At a time when we are facing deep cuts, it is not acceptable that some people don’t pay their fair share, he said. We will raise an extra £7bn over the next parliament from these plans which will cost £900m over four years, he pledged. But how realistic is the commitment?

The analysis:
The plans announced today the Treasury believes will raise up to £7bn a year by 2014/15 (note the “up to” qualification).

To put this £7bn target in context, HMRC released data showing that the tax gap between what they should have received into the government coffers and what they actually got was around £42bn in 2008/09. It’s a figure that Richard Murphy, the director of Tax Research UK, thinks is “ludicrously understated”.

The calculation of £7bn is based on HM Revenue & Customs estimate from their previous experience of tax avoidance and evasion measures, but various phone calls could not yield more details at the time of writing. The Lib Dems do insist that these numbers still have to go through the Office for Budgetary Responsibility before a final figure is settled on for how much they will earn through these measures.

Carl Emmerson from the Institute for Fiscal Studies points out that it wouldn’t have been uncommon for Labour budgets to include £1bn-£2bn a year in tax avoidance measures, but warns there is “necessarily going to be some uncertainty” when calculating the amount a new initiative will yield.

“Are you running to stand still?” he says, referring to the productivity of the tax avoidance industry in adapting to such changes.

But there is a bigger question over what today’s numbers hide. The HMRC has already cut 30,000 since it came into existence five years ago, and it is not exempt from the 25 to 40 per cent cuts that each department has to come up with for the comprehensive spending review.

The coalition insists that any cuts will not affect the HMRC’s ability to perform its current tax collection functions and that the £900m announced today for this clampdown will be ringfenced, but not everyone is convinced.
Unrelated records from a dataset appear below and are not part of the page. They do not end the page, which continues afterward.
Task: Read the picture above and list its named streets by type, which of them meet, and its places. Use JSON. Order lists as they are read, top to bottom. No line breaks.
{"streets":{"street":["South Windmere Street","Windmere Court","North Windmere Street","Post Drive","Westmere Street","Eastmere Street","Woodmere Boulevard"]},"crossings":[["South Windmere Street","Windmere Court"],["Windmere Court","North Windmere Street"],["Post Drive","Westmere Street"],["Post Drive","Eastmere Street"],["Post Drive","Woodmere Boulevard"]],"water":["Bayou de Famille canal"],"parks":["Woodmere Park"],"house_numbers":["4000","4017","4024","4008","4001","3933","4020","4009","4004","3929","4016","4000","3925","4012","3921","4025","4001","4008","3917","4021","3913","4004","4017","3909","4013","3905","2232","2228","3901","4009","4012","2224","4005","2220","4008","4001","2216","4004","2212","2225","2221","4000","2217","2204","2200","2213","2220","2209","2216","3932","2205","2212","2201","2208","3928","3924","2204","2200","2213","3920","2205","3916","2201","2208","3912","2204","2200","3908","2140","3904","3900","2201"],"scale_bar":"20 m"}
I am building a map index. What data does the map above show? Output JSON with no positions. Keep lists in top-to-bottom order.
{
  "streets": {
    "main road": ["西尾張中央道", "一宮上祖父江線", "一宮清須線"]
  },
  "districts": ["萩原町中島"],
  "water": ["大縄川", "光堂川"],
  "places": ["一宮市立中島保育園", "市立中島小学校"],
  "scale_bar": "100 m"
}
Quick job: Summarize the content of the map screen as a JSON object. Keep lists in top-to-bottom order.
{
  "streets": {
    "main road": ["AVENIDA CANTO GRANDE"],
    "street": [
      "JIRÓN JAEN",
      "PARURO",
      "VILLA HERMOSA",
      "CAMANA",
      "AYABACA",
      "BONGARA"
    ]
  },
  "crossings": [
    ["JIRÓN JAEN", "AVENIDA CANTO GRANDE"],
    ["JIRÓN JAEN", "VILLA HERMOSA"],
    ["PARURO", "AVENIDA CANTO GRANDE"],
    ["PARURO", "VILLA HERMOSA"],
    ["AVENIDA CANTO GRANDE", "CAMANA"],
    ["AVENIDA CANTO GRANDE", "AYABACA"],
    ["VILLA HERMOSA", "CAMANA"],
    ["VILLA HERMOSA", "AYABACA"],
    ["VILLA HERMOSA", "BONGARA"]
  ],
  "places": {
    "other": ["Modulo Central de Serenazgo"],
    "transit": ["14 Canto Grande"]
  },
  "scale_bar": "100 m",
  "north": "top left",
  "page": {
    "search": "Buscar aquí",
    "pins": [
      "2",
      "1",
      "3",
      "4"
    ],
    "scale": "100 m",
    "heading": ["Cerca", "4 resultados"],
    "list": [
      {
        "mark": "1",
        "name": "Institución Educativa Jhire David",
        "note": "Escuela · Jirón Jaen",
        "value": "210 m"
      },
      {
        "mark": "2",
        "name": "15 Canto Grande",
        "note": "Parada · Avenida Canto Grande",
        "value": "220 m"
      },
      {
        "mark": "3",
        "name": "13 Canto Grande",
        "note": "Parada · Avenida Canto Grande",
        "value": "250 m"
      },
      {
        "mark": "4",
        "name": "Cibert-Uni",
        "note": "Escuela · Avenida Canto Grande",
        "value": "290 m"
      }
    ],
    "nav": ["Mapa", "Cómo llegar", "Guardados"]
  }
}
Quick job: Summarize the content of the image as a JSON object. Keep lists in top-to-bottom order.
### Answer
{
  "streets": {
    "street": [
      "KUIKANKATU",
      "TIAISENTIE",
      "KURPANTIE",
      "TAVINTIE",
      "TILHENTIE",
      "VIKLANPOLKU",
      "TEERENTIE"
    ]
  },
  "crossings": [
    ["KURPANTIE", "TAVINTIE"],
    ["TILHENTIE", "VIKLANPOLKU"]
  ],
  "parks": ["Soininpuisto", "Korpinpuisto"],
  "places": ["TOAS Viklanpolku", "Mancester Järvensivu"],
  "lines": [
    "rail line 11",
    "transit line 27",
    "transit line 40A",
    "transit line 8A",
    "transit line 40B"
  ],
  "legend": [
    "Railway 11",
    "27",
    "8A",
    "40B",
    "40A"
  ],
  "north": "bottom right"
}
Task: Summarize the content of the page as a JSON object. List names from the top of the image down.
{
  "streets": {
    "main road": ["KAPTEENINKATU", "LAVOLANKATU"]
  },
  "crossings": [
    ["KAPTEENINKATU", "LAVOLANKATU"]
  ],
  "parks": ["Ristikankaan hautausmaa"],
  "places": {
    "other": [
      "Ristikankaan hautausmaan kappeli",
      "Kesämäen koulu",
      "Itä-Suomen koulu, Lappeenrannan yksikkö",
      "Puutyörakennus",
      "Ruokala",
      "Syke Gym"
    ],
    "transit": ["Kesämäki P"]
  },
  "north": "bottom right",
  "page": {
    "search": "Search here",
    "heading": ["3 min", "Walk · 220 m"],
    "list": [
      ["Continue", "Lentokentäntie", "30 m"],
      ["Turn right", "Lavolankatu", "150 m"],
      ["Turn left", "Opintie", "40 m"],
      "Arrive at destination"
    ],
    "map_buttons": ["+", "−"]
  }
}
A senior Liberal Democrat told Channel 4 News FactCheck the tax avoidance announcement had been “rushed out” by the Treasury and had not been properly thought through. He said that cuts elsewhere in HMRC would end up cancelling out the extra money. “They say the £900m is going to be ringfenced but at the same time they are still cutting down HMRC generally.”
And, while Richard Murphy welcomed collecting an extra £7bn, he warns that the plans “put a bit of extra resource into high profile prosecutions” but the cuts will affect the “plain, straightforward investigations” which could look instead at the 45 per cent of self employed taxpayers and partnerships in 2006/07 who under-declared their tax liability in their tax returns.

The verdict:
So there are still questions for the coalition to answer on their policy to clamp down on tax avoidance and evasion. Without further evidence the £7bn does seem a little vague. The tax avoidance industry could just adapt. And the extra money could be cancelled out by cuts in the region of 25 per cent that the HMRC still faces in the the spending review.